[PROVIDED RECORDS]
• • • • •
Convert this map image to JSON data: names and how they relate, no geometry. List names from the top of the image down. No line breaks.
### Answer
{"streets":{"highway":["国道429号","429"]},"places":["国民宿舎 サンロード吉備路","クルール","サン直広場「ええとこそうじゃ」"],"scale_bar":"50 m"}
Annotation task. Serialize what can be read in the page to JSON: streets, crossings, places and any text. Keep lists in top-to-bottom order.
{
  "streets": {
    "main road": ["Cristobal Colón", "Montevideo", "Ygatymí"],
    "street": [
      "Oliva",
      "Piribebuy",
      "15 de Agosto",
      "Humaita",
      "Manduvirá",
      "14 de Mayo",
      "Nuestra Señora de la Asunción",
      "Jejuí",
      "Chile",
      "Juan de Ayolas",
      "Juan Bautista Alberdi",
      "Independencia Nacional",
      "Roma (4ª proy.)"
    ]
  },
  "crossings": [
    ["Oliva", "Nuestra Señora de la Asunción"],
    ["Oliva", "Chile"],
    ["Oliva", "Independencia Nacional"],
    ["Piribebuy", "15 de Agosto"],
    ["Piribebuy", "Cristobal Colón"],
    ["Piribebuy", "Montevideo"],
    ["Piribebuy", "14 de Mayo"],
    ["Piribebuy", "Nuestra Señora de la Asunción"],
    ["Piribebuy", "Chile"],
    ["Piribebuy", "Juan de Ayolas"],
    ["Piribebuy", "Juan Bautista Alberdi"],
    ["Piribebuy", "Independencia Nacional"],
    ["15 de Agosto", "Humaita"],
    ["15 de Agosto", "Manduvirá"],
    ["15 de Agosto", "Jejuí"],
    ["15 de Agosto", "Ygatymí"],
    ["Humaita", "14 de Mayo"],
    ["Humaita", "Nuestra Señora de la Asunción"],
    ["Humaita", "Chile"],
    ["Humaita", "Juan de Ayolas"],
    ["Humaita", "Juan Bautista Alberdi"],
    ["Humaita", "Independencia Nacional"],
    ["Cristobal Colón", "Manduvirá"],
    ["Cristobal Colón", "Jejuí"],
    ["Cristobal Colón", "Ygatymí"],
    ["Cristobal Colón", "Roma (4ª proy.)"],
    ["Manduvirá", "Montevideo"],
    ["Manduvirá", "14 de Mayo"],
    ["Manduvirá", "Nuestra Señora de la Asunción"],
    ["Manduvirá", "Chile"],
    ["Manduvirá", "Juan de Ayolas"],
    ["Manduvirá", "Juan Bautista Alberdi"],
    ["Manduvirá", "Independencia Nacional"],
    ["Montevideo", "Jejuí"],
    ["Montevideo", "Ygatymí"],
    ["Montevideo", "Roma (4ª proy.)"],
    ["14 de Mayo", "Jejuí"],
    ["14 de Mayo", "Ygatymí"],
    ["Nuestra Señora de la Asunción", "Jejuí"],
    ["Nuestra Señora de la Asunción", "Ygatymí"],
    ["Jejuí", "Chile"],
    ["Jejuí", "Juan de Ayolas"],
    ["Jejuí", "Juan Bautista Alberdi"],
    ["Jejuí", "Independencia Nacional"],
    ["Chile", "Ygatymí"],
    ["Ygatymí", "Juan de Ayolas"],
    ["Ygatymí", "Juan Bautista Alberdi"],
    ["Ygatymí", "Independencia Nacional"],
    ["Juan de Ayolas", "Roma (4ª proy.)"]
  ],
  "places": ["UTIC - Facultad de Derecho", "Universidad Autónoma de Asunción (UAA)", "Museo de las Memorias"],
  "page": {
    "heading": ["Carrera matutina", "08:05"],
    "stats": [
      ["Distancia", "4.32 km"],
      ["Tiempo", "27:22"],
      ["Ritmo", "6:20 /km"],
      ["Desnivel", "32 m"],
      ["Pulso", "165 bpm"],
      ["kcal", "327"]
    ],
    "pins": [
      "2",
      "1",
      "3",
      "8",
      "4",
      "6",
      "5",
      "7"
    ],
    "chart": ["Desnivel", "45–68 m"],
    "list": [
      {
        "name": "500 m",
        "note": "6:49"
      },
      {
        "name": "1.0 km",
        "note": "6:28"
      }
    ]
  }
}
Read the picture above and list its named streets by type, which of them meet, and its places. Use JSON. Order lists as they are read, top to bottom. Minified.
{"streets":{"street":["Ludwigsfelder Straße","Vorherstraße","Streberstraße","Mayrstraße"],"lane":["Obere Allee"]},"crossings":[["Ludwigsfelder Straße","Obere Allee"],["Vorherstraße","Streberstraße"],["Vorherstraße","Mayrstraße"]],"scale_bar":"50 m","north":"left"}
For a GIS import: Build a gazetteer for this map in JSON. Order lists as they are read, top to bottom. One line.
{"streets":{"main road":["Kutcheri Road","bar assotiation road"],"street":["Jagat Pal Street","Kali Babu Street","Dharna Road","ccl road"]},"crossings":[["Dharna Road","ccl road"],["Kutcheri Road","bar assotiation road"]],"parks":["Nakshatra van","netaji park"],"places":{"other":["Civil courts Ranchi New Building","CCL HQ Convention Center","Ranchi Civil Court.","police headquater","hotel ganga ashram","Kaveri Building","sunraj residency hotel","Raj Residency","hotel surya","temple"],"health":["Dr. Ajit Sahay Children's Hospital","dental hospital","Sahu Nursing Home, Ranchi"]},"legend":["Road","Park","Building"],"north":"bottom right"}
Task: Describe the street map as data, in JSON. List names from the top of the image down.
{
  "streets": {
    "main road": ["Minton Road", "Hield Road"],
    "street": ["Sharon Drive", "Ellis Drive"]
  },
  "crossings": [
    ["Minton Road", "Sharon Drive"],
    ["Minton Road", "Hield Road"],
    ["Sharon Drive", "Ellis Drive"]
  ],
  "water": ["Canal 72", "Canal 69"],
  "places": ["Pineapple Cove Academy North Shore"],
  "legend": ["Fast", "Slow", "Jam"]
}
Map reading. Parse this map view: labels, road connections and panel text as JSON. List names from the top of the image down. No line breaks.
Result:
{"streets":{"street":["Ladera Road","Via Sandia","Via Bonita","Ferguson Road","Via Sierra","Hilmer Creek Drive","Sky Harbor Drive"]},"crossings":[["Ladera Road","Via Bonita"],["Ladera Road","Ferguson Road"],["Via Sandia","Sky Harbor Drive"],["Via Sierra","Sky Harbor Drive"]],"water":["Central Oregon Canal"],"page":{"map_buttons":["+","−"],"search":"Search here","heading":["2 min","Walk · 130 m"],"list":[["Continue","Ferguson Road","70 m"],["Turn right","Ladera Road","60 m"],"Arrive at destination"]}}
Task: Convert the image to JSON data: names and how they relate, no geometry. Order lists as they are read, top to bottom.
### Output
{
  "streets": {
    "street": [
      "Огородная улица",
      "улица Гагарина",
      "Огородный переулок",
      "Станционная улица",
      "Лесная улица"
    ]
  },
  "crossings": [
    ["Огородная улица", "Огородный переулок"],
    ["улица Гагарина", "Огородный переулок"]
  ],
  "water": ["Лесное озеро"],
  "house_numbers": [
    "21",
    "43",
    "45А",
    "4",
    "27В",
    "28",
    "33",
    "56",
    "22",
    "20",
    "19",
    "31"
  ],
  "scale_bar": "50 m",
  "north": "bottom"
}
• • • • •
[YOUR ASSIGNMENT] Print all records shown above, word for word.

[TASK OUTPUT]
Convert this map image to JSON data: names and how they relate, no geometry. List names from the top of the image down. No line breaks.
### Answer
{"streets":{"highway":["国道429号","429"]},"places":["国民宿舎 サンロード吉備路","クルール","サン直広場「ええとこそうじゃ」"],"scale_bar":"50 m"}
Annotation task. Serialize what can be read in the page to JSON: streets, crossings, places and any text. Keep lists in top-to-bottom order.
{
  "streets": {
    "main road": ["Cristobal Colón", "Montevideo", "Ygatymí"],
    "street": [
      "Oliva",
      "Piribebuy",
      "15 de Agosto",
      "Humaita",
      "Manduvirá",
      "14 de Mayo",
      "Nuestra Señora de la Asunción",
      "Jejuí",
      "Chile",
      "Juan de Ayolas",
      "Juan Bautista Alberdi",
      "Independencia Nacional",
      "Roma (4ª proy.)"
    ]
  },
  "crossings": [
    ["Oliva", "Nuestra Señora de la Asunción"],
    ["Oliva", "Chile"],
    ["Oliva", "Independencia Nacional"],
    ["Piribebuy", "15 de Agosto"],
    ["Piribebuy", "Cristobal Colón"],
    ["Piribebuy", "Montevideo"],
    ["Piribebuy", "14 de Mayo"],
    ["Piribebuy", "Nuestra Señora de la Asunción"],
    ["Piribebuy", "Chile"],
    ["Piribebuy", "Juan de Ayolas"],
    ["Piribebuy", "Juan Bautista Alberdi"],
    ["Piribebuy", "Independencia Nacional"],
    ["15 de Agosto", "Humaita"],
    ["15 de Agosto", "Manduvirá"],
    ["15 de Agosto", "Jejuí"],
    ["15 de Agosto", "Ygatymí"],
    ["Humaita", "14 de Mayo"],
    ["Humaita", "Nuestra Señora de la Asunción"],
    ["Humaita", "Chile"],
    ["Humaita", "Juan de Ayolas"],
    ["Humaita", "Juan Bautista Alberdi"],
    ["Humaita", "Independencia Nacional"],
    ["Cristobal Colón", "Manduvirá"],
    ["Cristobal Colón", "Jejuí"],
    ["Cristobal Colón", "Ygatymí"],
    ["Cristobal Colón", "Roma (4ª proy.)"],
    ["Manduvirá", "Montevideo"],
    ["Manduvirá", "14 de Mayo"],
    ["Manduvirá", "Nuestra Señora de la Asunción"],
    ["Manduvirá", "Chile"],
    ["Manduvirá", "Juan de Ayolas"],
    ["Manduvirá", "Juan Bautista Alberdi"],
    ["Manduvirá", "Independencia Nacional"],
    ["Montevideo", "Jejuí"],
    ["Montevideo", "Ygatymí"],
    ["Montevideo", "Roma (4ª proy.)"],
    ["14 de Mayo", "Jejuí"],
    ["14 de Mayo", "Ygatymí"],
    ["Nuestra Señora de la Asunción", "Jejuí"],
    ["Nuestra Señora de la Asunción", "Ygatymí"],
    ["Jejuí", "Chile"],
    ["Jejuí", "Juan de Ayolas"],
    ["Jejuí", "Juan Bautista Alberdi"],
    ["Jejuí", "Independencia Nacional"],
    ["Chile", "Ygatymí"],
    ["Ygatymí", "Juan de Ayolas"],
    ["Ygatymí", "Juan Bautista Alberdi"],
    ["Ygatymí", "Independencia Nacional"],
    ["Juan de Ayolas", "Roma (4ª proy.)"]
  ],
  "places": ["UTIC - Facultad de Derecho", "Universidad Autónoma de Asunción (UAA)", "Museo de las Memorias"],
  "page": {
    "heading": ["Carrera matutina", "08:05"],
    "stats": [
      ["Distancia", "4.32 km"],
      ["Tiempo", "27:22"],
      ["Ritmo", "6:20 /km"],
      ["Desnivel", "32 m"],
      ["Pulso", "165 bpm"],
      ["kcal", "327"]
    ],
    "pins": [
      "2",
      "1",
      "3",
      "8",
      "4",
      "6",
      "5",
      "7"
    ],
    "chart": ["Desnivel", "45–68 m"],
    "list": [
      {
        "name": "500 m",
        "note": "6:49"
      },
      {
        "name": "1.0 km",
        "note": "6:28"
      }
    ]
  }
}
Read the picture above and list its named streets by type, which of them meet, and its places. Use JSON. Order lists as they are read, top to bottom. Minified.
{"streets":{"street":["Ludwigsfelder Straße","Vorherstraße","Streberstraße","Mayrstraße"],"lane":["Obere Allee"]},"crossings":[["Ludwigsfelder Straße","Obere Allee"],["Vorherstraße","Streberstraße"],["Vorherstraße","Mayrstraße"]],"scale_bar":"50 m","north":"left"}
For a GIS import: Build a gazetteer for this map in JSON. Order lists as they are read, top to bottom. One line.
{"streets":{"main road":["Kutcheri Road","bar assotiation road"],"street":["Jagat Pal Street","Kali Babu Street","Dharna Road","ccl road"]},"crossings":[["Dharna Road","ccl road"],["Kutcheri Road","bar assotiation road"]],"parks":["Nakshatra van","netaji park"],"places":{"other":["Civil courts Ranchi New Building","CCL HQ Convention Center","Ranchi Civil Court.","police headquater","hotel ganga ashram","Kaveri Building","sunraj residency hotel","Raj Residency","hotel surya","temple"],"health":["Dr. Ajit Sahay Children's Hospital","dental hospital","Sahu Nursing Home, Ranchi"]},"legend":["Road","Park","Building"],"north":"bottom right"}
Task: Describe the street map as data, in JSON. List names from the top of the image down.
{
  "streets": {
    "main road": ["Minton Road", "Hield Road"],
    "street": ["Sharon Drive", "Ellis Drive"]
  },
  "crossings": [
    ["Minton Road", "Sharon Drive"],
    ["Minton Road", "Hield Road"],
    ["Sharon Drive", "Ellis Drive"]
  ],
  "water": ["Canal 72", "Canal 69"],
  "places": ["Pineapple Cove Academy North Shore"],
  "legend": ["Fast", "Slow", "Jam"]
}
Map reading. Parse this map view: labels, road connections and panel text as JSON. List names from the top of the image down. No line breaks.
Result:
{"streets":{"street":["Ladera Road","Via Sandia","Via Bonita","Ferguson Road","Via Sierra","Hilmer Creek Drive","Sky Harbor Drive"]},"crossings":[["Ladera Road","Via Bonita"],["Ladera Road","Ferguson Road"],["Via Sandia","Sky Harbor Drive"],["Via Sierra","Sky Harbor Drive"]],"water":["Central Oregon Canal"],"page":{"map_buttons":["+","−"],"search":"Search here","heading":["2 min","Walk · 130 m"],"list":[["Continue","Ferguson Road","70 m"],["Turn right","Ladera Road","60 m"],"Arrive at destination"]}}
Task: Convert the image to JSON data: names and how they relate, no geometry. Order lists as they are read, top to bottom.
### Output
{
  "streets": {
    "street": [
      "Огородная улица",
      "улица Гагарина",
      "Огородный переулок",
      "Станционная улица",
      "Лесная улица"
    ]
  },
  "crossings": [
    ["Огородная улица", "Огородный переулок"],
    ["улица Гагарина", "Огородный переулок"]
  ],
  "water": ["Лесное озеро"],
  "house_numbers": [
    "21",
    "43",
    "45А",
    "4",
    "27В",
    "28",
    "33",
    "56",
    "22",
    "20",
    "19",
    "31"
  ],
  "scale_bar": "50 m",
  "north": "bottom"
}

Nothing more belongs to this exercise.